• Activity:
Print only the lines below, from the very first to the one containing "function stroke(path, color, width, dash)", exactly as they stand. Do not print pictures.

╭─ Extracted information

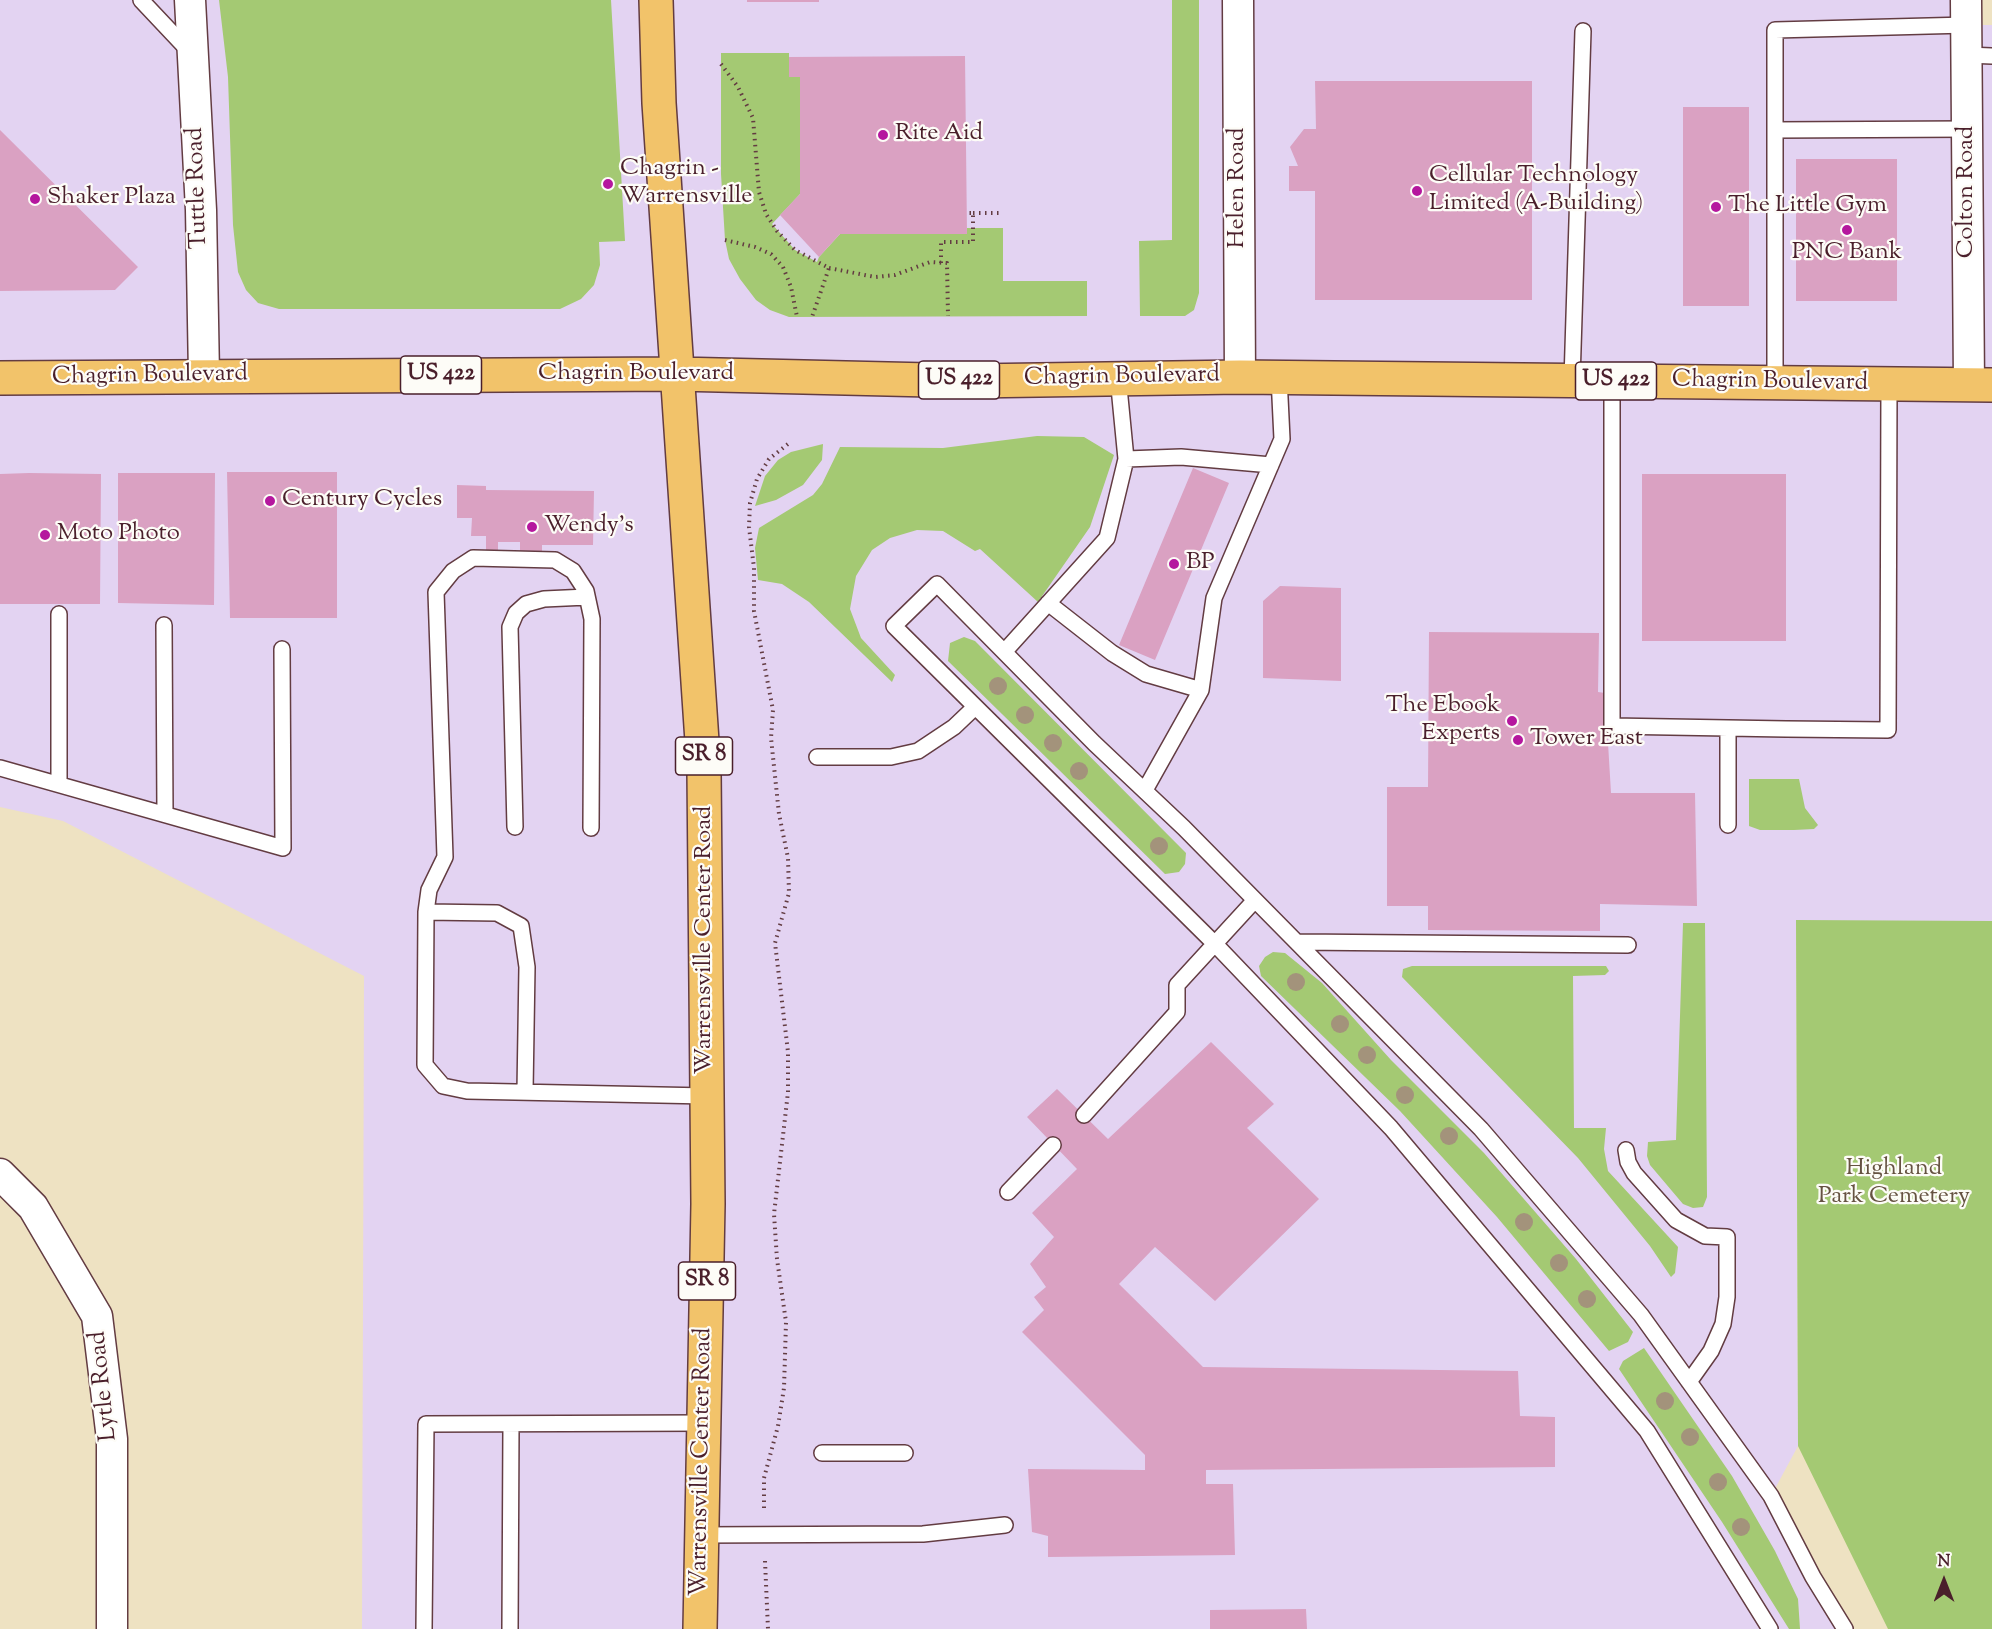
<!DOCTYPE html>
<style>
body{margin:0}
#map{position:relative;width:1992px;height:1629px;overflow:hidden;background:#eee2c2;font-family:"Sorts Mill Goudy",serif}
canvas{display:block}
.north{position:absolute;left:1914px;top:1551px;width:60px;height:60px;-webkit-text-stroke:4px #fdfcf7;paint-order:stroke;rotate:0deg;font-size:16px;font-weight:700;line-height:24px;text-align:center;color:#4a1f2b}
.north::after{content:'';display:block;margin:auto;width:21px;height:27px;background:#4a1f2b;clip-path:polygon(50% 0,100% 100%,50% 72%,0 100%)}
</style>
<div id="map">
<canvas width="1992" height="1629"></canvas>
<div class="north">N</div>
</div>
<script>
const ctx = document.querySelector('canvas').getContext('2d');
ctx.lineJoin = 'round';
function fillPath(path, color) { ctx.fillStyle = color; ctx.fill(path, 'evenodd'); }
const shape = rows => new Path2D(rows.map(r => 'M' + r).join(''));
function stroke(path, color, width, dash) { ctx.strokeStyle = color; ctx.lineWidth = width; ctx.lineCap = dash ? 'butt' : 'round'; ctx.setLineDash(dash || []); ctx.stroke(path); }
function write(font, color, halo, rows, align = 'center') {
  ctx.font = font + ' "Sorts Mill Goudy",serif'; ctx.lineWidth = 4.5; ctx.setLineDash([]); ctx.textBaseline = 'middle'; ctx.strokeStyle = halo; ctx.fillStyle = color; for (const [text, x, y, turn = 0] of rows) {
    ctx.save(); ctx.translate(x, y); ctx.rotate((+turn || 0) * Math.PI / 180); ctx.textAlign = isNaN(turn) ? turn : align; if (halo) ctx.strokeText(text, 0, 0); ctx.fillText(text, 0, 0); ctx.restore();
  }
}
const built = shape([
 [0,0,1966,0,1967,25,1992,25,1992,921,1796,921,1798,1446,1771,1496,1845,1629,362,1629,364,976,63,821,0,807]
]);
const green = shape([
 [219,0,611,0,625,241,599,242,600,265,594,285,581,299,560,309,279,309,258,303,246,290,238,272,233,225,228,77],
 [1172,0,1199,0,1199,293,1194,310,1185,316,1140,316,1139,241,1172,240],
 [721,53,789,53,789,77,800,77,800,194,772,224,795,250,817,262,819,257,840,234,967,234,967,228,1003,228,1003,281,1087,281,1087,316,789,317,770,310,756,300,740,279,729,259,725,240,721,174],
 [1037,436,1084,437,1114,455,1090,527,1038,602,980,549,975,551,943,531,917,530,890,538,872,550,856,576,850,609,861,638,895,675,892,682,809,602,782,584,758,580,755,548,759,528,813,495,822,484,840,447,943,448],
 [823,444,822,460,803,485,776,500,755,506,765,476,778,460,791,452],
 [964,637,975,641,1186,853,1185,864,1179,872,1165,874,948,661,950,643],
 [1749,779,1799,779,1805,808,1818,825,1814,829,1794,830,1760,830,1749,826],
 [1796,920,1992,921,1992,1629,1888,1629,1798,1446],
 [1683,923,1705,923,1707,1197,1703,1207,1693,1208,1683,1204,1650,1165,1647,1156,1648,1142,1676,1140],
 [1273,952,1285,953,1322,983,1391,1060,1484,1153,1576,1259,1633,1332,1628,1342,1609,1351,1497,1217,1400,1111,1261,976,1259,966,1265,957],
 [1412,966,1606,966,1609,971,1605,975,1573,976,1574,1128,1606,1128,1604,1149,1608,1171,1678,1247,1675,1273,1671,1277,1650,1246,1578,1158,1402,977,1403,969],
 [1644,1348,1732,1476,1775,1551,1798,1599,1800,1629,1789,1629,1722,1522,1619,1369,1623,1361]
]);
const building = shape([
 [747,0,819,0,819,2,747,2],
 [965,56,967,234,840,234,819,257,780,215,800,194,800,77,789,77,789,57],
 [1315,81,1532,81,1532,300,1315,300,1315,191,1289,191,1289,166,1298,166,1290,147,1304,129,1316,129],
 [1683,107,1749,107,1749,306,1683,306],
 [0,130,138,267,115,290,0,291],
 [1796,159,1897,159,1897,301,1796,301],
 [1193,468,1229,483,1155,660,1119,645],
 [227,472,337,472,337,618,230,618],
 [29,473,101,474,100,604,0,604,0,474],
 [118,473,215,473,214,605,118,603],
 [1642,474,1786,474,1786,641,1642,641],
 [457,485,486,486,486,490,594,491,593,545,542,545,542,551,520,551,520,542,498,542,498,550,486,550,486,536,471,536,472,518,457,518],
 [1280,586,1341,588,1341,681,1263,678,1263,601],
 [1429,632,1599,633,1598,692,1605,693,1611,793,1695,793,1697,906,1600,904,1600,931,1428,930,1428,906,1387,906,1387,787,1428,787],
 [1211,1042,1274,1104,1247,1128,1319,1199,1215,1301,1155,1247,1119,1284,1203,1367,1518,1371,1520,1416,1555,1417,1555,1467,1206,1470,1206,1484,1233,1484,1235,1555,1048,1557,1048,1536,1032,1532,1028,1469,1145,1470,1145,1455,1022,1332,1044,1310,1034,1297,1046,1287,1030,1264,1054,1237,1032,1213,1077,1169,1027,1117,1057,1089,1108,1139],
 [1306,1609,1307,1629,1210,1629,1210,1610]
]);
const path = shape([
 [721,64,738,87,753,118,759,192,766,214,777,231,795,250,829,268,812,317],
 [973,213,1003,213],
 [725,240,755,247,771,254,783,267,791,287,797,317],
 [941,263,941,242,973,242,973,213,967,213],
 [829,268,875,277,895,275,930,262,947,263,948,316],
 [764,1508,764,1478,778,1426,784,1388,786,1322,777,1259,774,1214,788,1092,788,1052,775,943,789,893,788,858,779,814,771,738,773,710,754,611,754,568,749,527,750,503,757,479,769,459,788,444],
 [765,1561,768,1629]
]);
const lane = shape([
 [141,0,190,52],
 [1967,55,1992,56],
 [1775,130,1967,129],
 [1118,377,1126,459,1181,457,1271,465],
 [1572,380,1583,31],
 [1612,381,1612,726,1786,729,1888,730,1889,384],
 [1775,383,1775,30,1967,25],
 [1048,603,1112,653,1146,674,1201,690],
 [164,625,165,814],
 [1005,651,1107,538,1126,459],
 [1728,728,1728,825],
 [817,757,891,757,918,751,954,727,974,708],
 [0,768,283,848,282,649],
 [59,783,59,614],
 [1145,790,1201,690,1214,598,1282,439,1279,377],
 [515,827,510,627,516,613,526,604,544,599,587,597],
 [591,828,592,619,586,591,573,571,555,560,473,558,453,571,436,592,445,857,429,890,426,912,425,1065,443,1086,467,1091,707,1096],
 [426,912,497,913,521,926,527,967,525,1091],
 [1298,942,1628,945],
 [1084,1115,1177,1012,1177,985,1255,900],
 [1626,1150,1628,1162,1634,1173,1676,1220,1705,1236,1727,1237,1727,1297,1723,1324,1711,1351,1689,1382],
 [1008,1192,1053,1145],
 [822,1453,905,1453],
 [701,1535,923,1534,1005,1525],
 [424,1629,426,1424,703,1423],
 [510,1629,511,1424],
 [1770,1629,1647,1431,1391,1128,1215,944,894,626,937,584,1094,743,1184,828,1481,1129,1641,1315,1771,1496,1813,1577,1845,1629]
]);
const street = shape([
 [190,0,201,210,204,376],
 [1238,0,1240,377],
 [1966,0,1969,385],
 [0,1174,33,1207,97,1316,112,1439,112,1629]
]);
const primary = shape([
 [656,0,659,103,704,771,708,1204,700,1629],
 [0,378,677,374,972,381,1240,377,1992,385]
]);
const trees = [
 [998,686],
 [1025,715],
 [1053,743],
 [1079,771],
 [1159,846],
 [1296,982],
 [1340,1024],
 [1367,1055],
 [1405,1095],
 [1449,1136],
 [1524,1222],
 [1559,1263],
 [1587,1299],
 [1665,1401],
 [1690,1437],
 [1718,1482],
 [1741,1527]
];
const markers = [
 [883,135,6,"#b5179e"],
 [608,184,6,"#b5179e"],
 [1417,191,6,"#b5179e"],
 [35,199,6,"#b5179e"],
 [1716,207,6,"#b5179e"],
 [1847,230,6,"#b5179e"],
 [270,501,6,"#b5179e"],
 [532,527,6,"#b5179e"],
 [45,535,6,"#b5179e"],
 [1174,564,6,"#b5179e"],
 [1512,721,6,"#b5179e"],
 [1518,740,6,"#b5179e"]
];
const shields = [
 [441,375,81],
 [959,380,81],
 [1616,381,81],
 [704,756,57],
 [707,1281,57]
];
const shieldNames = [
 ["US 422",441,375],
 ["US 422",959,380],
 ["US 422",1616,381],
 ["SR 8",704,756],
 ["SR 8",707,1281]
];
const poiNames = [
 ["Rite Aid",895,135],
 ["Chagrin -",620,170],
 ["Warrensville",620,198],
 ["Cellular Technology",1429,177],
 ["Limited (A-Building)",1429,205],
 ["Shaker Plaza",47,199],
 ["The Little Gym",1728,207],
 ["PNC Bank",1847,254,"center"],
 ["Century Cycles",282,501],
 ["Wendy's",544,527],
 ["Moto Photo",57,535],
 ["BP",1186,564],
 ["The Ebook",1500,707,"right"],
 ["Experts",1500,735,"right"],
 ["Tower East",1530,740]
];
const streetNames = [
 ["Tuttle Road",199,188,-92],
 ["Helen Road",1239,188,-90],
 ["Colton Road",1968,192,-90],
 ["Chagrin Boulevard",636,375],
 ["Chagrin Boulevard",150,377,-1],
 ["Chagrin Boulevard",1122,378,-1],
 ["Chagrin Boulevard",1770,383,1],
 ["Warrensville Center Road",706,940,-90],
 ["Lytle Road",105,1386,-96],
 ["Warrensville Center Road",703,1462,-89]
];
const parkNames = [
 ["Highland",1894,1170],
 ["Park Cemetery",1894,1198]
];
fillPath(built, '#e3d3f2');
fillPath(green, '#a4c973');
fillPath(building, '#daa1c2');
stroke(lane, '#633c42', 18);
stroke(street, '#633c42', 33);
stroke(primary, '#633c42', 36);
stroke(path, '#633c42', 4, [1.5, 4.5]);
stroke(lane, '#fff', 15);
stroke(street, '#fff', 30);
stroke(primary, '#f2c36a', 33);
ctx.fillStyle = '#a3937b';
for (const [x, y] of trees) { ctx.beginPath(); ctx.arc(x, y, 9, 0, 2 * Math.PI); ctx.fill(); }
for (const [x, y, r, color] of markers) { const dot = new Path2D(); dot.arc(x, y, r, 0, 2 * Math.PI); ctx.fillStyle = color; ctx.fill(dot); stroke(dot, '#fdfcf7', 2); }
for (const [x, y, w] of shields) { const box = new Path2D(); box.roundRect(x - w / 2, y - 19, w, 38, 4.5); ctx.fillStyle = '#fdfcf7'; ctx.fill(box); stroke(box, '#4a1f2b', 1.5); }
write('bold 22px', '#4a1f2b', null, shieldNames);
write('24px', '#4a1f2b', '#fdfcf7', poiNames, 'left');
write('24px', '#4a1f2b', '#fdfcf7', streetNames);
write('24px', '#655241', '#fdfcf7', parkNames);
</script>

╰─

• Expected answer:
<!DOCTYPE html>
<style>
body{margin:0}
#map{position:relative;width:1992px;height:1629px;overflow:hidden;background:#eee2c2;font-family:"Sorts Mill Goudy",serif}
canvas{display:block}
.north{position:absolute;left:1914px;top:1551px;width:60px;height:60px;-webkit-text-stroke:4px #fdfcf7;paint-order:stroke;rotate:0deg;font-size:16px;font-weight:700;line-height:24px;text-align:center;color:#4a1f2b}
.north::after{content:'';display:block;margin:auto;width:21px;height:27px;background:#4a1f2b;clip-path:polygon(50% 0,100% 100%,50% 72%,0 100%)}
</style>
<div id="map">
<canvas width="1992" height="1629"></canvas>
<div class="north">N</div>
</div>
<script>
const ctx = document.querySelector('canvas').getContext('2d');
ctx.lineJoin = 'round';
function fillPath(path, color) { ctx.fillStyle = color; ctx.fill(path, 'evenodd'); }
const shape = rows => new Path2D(rows.map(r => 'M' + r).join(''));
function stroke(path, color, width, dash) { ctx.strokeStyle = color; ctx.lineWidth = width; ctx.lineCap = dash ? 'butt' : 'round'; ctx.setLineDash(dash || []); ctx.stroke(path); }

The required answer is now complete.